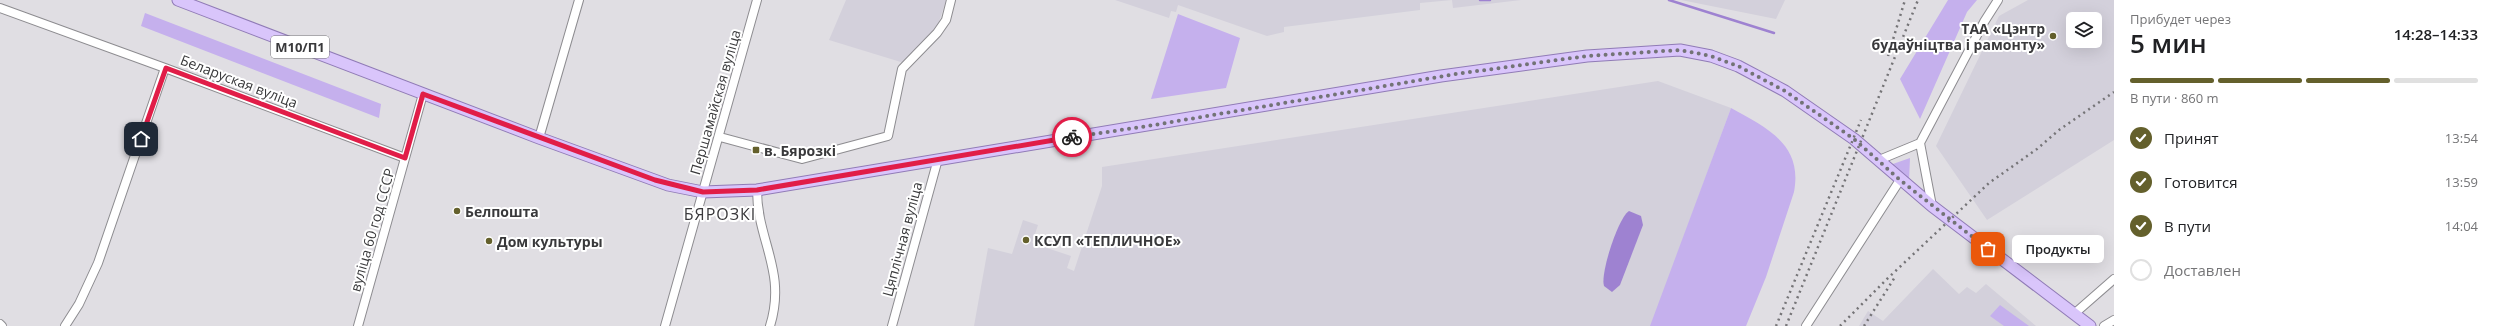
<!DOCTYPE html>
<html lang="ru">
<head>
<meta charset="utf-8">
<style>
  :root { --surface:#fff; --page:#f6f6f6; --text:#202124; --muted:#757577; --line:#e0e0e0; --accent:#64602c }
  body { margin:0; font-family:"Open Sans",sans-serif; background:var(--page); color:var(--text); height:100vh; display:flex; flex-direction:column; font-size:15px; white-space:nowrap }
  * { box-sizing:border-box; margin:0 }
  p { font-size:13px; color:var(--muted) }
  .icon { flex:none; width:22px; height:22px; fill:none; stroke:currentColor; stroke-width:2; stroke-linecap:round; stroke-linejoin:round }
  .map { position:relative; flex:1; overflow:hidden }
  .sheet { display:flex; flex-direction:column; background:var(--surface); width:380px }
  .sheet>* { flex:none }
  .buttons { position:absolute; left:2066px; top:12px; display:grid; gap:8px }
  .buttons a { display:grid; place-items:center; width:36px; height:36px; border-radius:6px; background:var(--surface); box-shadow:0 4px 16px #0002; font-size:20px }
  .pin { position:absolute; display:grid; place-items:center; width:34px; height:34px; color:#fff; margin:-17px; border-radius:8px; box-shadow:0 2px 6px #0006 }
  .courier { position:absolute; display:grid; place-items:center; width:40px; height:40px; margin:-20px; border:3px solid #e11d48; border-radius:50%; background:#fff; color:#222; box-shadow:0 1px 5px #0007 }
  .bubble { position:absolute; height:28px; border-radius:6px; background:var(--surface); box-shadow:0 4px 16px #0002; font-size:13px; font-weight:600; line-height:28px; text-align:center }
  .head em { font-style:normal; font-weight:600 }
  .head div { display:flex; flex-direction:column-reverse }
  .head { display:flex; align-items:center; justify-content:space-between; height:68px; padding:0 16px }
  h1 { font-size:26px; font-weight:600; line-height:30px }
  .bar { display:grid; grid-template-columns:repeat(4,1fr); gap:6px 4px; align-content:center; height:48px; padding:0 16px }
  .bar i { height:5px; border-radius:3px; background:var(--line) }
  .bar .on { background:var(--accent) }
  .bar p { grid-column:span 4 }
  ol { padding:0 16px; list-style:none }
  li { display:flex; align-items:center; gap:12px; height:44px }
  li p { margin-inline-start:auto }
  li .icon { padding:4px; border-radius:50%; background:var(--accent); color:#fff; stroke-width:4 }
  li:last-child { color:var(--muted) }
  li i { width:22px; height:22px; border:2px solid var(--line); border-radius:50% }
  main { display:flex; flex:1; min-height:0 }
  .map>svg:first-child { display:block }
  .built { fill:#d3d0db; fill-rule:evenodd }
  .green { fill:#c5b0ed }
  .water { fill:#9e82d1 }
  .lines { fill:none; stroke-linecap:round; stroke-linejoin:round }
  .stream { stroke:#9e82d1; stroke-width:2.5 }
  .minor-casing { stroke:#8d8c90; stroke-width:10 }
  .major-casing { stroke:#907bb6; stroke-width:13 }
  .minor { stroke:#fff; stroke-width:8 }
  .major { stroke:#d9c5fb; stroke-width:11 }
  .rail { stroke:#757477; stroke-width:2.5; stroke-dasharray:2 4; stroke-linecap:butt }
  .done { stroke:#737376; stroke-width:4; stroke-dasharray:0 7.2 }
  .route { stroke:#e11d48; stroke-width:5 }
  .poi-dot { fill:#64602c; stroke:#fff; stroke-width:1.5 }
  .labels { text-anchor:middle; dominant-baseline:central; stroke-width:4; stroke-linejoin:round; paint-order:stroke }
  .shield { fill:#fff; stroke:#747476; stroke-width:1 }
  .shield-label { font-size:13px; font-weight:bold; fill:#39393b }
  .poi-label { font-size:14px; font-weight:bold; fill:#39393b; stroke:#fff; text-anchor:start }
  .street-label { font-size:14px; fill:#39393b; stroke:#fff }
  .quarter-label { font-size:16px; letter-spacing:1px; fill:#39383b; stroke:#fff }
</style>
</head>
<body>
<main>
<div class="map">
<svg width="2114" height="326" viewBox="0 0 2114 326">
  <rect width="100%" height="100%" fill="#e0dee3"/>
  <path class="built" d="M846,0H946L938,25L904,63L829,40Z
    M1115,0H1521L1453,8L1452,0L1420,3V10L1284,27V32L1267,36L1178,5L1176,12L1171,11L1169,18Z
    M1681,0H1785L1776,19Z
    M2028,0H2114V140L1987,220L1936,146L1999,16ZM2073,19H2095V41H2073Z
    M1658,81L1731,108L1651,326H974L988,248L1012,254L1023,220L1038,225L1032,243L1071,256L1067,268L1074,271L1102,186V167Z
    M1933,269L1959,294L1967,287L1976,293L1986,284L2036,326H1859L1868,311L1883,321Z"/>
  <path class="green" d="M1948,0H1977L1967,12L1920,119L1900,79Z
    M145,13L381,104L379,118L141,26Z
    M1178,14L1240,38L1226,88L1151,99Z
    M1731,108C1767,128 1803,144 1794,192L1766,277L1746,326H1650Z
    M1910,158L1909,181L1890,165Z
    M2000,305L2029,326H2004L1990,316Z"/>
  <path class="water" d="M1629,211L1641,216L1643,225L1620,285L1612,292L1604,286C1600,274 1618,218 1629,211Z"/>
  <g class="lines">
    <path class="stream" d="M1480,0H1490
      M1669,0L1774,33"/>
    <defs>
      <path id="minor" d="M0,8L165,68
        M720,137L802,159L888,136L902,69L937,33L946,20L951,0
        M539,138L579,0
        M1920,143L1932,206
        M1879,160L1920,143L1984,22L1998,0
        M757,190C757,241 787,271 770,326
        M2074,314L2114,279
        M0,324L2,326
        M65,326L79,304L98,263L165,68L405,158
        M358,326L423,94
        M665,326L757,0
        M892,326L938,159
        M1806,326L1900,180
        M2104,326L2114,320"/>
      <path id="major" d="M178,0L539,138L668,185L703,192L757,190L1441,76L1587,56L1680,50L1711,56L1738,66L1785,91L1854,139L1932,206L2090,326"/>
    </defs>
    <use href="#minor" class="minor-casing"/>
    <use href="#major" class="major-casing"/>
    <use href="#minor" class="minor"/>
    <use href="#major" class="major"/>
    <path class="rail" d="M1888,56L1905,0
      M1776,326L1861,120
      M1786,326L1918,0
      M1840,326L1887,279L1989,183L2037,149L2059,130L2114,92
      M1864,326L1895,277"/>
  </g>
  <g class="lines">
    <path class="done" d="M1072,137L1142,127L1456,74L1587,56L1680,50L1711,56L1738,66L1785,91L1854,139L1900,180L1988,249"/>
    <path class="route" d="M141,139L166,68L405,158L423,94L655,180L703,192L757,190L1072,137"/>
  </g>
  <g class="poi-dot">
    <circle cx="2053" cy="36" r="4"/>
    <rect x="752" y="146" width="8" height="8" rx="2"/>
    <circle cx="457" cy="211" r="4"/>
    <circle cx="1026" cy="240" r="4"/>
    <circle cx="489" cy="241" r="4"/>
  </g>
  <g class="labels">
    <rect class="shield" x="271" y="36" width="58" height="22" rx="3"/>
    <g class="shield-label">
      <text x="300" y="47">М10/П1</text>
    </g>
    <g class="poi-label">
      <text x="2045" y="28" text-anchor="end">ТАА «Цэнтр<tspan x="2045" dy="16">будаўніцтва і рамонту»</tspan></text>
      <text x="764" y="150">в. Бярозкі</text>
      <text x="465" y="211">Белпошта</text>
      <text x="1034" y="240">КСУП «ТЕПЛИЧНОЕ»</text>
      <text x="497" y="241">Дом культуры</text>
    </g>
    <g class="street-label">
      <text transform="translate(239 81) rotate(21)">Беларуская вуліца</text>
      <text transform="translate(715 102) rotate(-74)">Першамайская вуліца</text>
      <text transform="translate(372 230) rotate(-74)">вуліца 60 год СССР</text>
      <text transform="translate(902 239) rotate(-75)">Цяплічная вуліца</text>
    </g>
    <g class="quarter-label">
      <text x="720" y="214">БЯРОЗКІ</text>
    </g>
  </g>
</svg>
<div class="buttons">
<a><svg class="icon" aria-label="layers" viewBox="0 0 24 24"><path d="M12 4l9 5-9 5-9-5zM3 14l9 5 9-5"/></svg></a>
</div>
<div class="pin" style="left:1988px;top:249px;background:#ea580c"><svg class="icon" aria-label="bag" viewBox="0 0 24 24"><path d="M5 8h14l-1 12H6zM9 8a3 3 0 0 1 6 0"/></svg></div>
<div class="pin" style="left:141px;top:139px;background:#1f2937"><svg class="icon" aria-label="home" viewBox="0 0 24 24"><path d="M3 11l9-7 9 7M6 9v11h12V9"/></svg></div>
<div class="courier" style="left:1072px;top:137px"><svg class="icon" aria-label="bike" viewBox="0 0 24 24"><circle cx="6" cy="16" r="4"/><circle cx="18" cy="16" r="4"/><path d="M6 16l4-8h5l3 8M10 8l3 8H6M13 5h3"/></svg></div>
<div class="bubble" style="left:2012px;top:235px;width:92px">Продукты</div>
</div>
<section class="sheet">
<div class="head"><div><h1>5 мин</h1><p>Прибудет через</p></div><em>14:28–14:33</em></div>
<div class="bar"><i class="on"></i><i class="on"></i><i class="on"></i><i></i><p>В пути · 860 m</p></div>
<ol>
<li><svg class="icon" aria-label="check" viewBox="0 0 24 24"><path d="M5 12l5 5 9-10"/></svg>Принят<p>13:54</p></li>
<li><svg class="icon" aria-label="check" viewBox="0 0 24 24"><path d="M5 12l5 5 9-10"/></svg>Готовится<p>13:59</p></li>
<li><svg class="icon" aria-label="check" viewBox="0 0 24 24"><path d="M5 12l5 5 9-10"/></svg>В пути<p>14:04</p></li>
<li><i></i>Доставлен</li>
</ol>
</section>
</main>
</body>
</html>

● **TO DO**: Omit every picture, and please return the entries exactly from the first line through the line with "padding:4px; border-radius:50%; background:var(--accent);", both included.

● **YOUR RESPONSE**:
<!DOCTYPE html>
<html lang="ru">
<head>
<meta charset="utf-8">
<style>
  :root { --surface:#fff; --page:#f6f6f6; --text:#202124; --muted:#757577; --line:#e0e0e0; --accent:#64602c }
  body { margin:0; font-family:"Open Sans",sans-serif; background:var(--page); color:var(--text); height:100vh; display:flex; flex-direction:column; font-size:15px; white-space:nowrap }
  * { box-sizing:border-box; margin:0 }
  p { font-size:13px; color:var(--muted) }
  .icon { flex:none; width:22px; height:22px; fill:none; stroke:currentColor; stroke-width:2; stroke-linecap:round; stroke-linejoin:round }
  .map { position:relative; flex:1; overflow:hidden }
  .sheet { display:flex; flex-direction:column; background:var(--surface); width:380px }
  .sheet>* { flex:none }
  .buttons { position:absolute; left:2066px; top:12px; display:grid; gap:8px }
  .buttons a { display:grid; place-items:center; width:36px; height:36px; border-radius:6px; background:var(--surface); box-shadow:0 4px 16px #0002; font-size:20px }
  .pin { position:absolute; display:grid; place-items:center; width:34px; height:34px; color:#fff; margin:-17px; border-radius:8px; box-shadow:0 2px 6px #0006 }
  .courier { position:absolute; display:grid; place-items:center; width:40px; height:40px; margin:-20px; border:3px solid #e11d48; border-radius:50%; background:#fff; color:#222; box-shadow:0 1px 5px #0007 }
  .bubble { position:absolute; height:28px; border-radius:6px; background:var(--surface); box-shadow:0 4px 16px #0002; font-size:13px; font-weight:600; line-height:28px; text-align:center }
  .head em { font-style:normal; font-weight:600 }
  .head div { display:flex; flex-direction:column-reverse }
  .head { display:flex; align-items:center; justify-content:space-between; height:68px; padding:0 16px }
  h1 { font-size:26px; font-weight:600; line-height:30px }
  .bar { display:grid; grid-template-columns:repeat(4,1fr); gap:6px 4px; align-content:center; height:48px; padding:0 16px }
  .bar i { height:5px; border-radius:3px; background:var(--line) }
  .bar .on { background:var(--accent) }
  .bar p { grid-column:span 4 }
  ol { padding:0 16px; list-style:none }
  li { display:flex; align-items:center; gap:12px; height:44px }
  li p { margin-inline-start:auto }
  li .icon { padding:4px; border-radius:50%; background:var(--accent); color:#fff; stroke-width:4 }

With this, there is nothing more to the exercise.